I cried that day. Once you were finally here and you were crying and complaining at the light and the cold that you were experiencing for the first time, I slumped against the nearest hard surface and bawled. I well up now just thinking about it. My son was born.
That crying, vulnerable, beautiful baby boy is nine years old today.
I remember your mother and I as first-time parents, worrying and struggling over every little thing. I remember the pizza sauce and icing smeared across your face on your first birthday. I remember you, eighteen months old, peacefully sitting on my lap as I played games on the computer. I remember the day you got your big-boy bed, and how excited you were. Memory after memory, each one a portrait hanging on a wall in my mind with your name at the top.

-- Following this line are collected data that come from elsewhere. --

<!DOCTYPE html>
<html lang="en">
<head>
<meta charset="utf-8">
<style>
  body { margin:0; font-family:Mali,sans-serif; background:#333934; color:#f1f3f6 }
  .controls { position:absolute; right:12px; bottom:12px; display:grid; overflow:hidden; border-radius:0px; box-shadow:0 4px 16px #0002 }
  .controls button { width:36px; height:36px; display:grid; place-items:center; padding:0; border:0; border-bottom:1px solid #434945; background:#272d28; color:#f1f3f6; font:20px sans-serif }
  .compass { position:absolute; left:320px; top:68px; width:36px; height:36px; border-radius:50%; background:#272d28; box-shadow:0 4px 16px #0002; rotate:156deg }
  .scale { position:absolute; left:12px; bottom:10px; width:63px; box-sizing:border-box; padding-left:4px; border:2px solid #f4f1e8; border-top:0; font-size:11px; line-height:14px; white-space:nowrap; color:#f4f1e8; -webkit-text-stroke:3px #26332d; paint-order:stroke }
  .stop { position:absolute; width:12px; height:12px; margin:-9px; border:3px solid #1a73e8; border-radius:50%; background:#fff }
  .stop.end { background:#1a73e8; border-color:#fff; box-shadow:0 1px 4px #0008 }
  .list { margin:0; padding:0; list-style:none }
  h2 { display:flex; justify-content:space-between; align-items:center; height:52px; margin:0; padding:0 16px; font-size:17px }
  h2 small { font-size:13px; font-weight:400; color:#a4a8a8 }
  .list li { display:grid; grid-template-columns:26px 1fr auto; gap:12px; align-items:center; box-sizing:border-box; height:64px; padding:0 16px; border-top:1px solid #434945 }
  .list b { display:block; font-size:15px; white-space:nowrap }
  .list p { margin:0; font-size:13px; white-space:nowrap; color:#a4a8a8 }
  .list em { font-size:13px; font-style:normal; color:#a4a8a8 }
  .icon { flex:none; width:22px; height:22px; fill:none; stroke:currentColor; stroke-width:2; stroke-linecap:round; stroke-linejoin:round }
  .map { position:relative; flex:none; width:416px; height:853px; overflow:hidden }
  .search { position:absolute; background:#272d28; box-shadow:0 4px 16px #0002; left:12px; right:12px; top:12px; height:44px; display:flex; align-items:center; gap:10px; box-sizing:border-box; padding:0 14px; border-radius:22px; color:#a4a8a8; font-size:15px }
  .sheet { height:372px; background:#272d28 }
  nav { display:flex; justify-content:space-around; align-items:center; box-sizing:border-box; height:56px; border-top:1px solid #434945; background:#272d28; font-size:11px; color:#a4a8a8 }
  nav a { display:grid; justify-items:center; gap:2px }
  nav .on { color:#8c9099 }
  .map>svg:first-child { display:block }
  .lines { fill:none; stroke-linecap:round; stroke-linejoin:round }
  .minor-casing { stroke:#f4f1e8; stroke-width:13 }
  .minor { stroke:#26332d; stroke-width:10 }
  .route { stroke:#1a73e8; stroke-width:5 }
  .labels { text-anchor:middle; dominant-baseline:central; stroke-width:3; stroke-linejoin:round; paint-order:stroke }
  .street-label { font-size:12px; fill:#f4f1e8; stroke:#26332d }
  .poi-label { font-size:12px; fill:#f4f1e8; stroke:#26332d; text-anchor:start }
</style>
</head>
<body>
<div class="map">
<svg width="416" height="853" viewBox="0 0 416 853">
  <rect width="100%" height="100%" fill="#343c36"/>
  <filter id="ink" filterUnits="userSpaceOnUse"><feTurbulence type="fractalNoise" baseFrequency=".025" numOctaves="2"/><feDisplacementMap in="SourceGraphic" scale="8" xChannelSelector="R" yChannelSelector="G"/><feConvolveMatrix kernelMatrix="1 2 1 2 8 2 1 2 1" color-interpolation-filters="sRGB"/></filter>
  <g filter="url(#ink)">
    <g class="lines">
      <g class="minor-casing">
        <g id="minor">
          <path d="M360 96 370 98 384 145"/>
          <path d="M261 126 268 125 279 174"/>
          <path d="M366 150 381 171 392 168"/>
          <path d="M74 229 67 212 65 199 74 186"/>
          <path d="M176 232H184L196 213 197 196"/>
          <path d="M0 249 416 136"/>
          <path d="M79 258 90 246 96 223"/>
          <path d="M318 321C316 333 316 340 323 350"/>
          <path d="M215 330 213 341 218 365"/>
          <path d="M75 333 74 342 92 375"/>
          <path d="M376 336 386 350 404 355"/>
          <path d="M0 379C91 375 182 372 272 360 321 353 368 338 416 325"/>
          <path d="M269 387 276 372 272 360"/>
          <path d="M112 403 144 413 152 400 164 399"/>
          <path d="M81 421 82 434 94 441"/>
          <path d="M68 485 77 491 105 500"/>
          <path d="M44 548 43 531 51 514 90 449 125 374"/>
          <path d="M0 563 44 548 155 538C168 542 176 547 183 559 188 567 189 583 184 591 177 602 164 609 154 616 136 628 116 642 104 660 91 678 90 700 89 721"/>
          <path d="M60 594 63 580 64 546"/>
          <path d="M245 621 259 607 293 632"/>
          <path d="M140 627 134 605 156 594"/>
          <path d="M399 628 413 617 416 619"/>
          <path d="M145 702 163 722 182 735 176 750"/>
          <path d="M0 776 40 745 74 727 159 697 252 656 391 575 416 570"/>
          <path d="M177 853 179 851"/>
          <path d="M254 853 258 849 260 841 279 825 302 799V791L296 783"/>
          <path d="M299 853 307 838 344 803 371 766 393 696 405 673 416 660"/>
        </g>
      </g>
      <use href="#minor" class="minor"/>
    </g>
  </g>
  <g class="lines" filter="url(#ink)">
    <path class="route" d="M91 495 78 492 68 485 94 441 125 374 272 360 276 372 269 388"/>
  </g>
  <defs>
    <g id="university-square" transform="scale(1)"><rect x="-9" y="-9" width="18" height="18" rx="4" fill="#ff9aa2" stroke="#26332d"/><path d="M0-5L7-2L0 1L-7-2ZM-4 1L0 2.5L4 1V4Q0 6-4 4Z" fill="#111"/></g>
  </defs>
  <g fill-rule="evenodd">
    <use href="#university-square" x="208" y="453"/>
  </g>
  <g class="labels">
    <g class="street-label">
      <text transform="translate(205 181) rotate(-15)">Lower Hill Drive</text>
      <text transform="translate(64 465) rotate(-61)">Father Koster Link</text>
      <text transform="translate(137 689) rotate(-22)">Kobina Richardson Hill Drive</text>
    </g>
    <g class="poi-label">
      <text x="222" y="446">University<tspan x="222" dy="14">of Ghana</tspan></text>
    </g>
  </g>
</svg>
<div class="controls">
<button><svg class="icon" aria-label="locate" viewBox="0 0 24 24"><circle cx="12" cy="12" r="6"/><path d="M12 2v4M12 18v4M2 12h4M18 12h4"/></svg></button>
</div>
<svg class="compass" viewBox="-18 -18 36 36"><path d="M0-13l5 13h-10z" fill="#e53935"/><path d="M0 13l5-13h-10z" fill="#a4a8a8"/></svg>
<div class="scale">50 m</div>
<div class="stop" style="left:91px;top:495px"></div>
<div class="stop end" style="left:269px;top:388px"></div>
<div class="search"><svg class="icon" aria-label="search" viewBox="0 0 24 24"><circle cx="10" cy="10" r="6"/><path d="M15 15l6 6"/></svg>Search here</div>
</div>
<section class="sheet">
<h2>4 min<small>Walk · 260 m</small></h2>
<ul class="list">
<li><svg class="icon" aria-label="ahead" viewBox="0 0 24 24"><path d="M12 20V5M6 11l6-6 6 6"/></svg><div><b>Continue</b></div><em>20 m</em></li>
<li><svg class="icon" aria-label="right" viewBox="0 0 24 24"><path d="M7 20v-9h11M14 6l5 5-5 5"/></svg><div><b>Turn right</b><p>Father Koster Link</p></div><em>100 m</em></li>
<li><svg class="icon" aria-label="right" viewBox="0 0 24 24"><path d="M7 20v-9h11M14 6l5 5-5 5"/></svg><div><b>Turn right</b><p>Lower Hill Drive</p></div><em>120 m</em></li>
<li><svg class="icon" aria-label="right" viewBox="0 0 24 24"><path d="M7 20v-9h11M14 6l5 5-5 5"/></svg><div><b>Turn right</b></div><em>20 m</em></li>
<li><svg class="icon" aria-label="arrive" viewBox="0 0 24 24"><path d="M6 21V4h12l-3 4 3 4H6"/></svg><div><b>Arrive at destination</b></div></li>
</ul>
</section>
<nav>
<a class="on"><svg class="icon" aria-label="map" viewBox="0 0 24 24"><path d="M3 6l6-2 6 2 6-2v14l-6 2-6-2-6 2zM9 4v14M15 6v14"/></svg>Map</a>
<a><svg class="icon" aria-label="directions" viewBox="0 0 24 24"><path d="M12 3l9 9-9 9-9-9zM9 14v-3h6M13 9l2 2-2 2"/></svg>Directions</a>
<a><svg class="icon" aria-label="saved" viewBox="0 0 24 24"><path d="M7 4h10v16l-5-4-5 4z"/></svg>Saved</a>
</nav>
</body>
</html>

Son, I’m watching you. You’re not really a little boy anymore, even though I desperately want to hold tight onto that part of you just a bit longer. I can see the young man you’re growing to become. So, I want you to know these three things:
I love you.
I am proud of you.
I see how good you are.
You have become more and more responsible with each passing year. You are diligent in your work, and you see the reward of it. You give without argument. You love and care for your baby sister without complaint. I could go on and on, but I have to save something for next year.
I’m sorry for all the ways I haven’t deserved to be your father. I’m sorry for when I’ve blown you off, when I’ve had no patience for you, when I’ve been angry at you. I’m sorry that I’ve not been even a passable reflection of the Father that loves you more than I ever could. I could never give you up, even if it was the only way to save the world.
I thank God for you, Steven. My life is richer because you are in it.